About this exercise
Count every line in the following entries where the word "Keep" appears. Give the count alone.

*** Material provided Section Begins ***

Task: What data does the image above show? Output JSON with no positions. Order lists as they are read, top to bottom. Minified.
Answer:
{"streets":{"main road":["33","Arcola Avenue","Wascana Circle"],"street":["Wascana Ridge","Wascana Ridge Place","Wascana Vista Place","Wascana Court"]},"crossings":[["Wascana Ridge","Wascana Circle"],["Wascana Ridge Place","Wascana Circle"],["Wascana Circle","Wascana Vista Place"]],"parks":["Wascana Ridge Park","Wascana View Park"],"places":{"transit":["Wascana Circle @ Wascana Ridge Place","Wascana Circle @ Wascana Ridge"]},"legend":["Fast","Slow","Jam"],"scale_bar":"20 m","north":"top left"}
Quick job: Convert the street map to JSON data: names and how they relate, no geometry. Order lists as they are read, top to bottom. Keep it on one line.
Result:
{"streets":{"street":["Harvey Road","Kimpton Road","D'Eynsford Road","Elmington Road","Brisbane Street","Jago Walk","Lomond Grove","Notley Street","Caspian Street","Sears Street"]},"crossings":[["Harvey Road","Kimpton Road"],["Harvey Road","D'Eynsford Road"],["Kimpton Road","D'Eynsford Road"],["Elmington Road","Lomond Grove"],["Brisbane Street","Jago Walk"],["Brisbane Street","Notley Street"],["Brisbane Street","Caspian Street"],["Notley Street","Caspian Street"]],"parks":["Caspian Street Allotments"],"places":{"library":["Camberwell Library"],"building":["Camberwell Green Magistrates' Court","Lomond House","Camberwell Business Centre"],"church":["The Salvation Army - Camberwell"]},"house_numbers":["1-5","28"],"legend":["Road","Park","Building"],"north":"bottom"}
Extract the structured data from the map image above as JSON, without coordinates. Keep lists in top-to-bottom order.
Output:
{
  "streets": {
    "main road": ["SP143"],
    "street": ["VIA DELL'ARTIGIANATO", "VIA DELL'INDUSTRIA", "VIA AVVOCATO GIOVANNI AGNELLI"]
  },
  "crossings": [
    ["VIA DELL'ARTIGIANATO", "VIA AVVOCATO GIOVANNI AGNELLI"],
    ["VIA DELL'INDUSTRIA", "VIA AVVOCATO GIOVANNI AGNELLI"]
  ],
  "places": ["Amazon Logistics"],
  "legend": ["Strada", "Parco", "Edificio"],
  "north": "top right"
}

*** Material provided Section Ends ***

Result of the task
2